- INPUT RECORDS:
--------

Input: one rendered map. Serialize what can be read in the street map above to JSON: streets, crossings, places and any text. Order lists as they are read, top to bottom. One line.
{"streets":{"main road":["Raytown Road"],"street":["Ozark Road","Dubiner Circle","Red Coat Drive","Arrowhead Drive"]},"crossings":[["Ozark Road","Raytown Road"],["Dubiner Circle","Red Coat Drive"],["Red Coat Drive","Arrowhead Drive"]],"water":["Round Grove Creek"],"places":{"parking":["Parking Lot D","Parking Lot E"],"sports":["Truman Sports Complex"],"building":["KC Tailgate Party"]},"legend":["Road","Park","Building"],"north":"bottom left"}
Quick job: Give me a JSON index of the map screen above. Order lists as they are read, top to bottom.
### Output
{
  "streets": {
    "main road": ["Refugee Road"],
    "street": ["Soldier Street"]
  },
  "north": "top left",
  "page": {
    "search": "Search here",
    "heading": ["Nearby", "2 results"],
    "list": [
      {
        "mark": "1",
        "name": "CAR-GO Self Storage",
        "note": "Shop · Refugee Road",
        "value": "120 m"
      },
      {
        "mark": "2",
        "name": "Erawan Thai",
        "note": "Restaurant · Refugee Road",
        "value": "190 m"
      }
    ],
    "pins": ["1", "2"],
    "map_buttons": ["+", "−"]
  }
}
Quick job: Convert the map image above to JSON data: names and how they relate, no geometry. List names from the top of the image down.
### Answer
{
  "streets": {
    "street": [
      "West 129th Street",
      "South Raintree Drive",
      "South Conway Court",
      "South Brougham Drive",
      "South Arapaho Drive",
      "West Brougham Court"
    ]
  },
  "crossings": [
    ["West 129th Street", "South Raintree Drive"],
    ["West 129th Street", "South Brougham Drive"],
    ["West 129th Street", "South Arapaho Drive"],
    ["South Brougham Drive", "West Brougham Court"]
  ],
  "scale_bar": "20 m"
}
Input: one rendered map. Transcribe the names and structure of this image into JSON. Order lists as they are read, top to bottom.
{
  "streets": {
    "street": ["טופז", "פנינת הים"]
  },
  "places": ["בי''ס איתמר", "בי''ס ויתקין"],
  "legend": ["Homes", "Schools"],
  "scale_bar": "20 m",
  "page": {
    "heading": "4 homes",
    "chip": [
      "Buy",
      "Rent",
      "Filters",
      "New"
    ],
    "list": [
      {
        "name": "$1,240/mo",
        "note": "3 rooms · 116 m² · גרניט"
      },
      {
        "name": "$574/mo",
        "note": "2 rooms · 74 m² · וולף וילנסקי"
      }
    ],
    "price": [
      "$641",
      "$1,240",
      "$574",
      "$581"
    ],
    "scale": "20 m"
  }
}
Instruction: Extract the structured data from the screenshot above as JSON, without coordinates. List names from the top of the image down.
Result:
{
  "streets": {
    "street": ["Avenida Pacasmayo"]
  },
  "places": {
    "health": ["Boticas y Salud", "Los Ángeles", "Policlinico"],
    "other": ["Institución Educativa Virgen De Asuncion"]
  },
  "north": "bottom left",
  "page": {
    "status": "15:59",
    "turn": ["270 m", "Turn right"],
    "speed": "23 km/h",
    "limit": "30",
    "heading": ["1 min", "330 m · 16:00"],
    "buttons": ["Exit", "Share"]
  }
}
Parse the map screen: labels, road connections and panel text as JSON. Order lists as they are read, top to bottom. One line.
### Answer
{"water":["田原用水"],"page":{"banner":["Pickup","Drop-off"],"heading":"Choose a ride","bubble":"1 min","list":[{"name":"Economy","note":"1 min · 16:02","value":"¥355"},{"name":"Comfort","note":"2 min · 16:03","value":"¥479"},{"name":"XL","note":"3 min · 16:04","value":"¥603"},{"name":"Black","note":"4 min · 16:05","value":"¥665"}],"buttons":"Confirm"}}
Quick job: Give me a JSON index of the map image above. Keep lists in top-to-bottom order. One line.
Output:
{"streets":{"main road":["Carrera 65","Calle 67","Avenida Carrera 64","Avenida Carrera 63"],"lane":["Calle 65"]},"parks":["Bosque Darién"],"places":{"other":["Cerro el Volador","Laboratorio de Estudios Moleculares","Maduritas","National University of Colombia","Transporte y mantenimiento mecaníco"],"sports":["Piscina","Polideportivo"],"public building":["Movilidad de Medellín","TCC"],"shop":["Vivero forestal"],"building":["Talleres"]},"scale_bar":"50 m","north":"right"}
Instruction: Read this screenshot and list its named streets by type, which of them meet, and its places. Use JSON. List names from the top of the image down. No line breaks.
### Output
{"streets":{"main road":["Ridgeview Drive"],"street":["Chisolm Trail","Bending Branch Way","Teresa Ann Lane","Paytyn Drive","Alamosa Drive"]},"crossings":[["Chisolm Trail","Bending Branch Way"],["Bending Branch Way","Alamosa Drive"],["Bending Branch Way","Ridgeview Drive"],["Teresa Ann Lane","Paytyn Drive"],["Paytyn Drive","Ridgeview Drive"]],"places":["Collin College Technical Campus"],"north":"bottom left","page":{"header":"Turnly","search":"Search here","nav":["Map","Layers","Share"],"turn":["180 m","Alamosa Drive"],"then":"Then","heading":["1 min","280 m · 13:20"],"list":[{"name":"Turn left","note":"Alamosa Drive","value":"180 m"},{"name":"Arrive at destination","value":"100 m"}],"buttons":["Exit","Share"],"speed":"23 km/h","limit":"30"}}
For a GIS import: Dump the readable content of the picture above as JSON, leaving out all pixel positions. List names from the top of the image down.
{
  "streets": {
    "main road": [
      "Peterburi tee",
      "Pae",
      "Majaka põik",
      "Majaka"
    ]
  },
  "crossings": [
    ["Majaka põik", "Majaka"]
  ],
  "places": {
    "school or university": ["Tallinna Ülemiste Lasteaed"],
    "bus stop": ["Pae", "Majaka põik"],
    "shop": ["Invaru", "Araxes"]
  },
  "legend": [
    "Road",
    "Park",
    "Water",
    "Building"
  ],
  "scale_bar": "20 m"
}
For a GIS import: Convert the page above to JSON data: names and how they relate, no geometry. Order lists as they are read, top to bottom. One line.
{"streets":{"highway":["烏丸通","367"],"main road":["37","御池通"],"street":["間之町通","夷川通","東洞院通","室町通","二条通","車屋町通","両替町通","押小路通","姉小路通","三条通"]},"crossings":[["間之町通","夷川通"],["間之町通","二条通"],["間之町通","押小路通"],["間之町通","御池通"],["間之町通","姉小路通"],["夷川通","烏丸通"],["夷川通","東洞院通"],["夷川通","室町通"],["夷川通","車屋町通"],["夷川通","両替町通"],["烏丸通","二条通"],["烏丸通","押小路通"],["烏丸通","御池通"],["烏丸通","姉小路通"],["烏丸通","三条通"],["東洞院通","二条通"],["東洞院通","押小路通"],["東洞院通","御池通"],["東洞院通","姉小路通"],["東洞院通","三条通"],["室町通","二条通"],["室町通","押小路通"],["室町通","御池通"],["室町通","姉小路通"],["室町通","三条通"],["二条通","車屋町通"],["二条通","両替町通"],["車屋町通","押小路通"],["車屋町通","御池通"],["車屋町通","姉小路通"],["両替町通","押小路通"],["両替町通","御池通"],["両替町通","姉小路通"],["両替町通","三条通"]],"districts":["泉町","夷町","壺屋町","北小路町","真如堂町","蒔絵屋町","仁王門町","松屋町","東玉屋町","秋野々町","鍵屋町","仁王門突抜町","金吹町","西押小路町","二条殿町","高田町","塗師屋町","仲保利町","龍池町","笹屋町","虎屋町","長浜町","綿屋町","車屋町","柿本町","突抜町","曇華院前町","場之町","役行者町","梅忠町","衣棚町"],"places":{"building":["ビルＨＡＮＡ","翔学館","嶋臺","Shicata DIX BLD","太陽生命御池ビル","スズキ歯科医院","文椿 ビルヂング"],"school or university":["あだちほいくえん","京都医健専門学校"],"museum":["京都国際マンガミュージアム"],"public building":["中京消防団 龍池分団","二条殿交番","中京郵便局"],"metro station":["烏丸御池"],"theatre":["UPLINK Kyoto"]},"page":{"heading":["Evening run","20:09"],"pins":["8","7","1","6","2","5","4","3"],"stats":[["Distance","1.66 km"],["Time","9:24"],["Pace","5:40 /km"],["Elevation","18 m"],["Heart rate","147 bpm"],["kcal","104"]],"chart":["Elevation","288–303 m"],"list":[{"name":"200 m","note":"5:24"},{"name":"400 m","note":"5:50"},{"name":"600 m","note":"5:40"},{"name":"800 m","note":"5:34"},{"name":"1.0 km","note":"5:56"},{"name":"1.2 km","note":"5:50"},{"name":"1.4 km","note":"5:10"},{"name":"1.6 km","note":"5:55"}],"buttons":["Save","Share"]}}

--------

- ACTIVITY:
Each line from the beginning of the listing up to the line where "Quick job: Give me a JSON index of the map screen" appears needs to be given again exactly; please add nothing else.

- TASK OUTPUT:
Input: one rendered map. Serialize what can be read in the street map above to JSON: streets, crossings, places and any text. Order lists as they are read, top to bottom. One line.
{"streets":{"main road":["Raytown Road"],"street":["Ozark Road","Dubiner Circle","Red Coat Drive","Arrowhead Drive"]},"crossings":[["Ozark Road","Raytown Road"],["Dubiner Circle","Red Coat Drive"],["Red Coat Drive","Arrowhead Drive"]],"water":["Round Grove Creek"],"places":{"parking":["Parking Lot D","Parking Lot E"],"sports":["Truman Sports Complex"],"building":["KC Tailgate Party"]},"legend":["Road","Park","Building"],"north":"bottom left"}
Quick job: Give me a JSON index of the map screen above. Order lists as they are read, top to bottom.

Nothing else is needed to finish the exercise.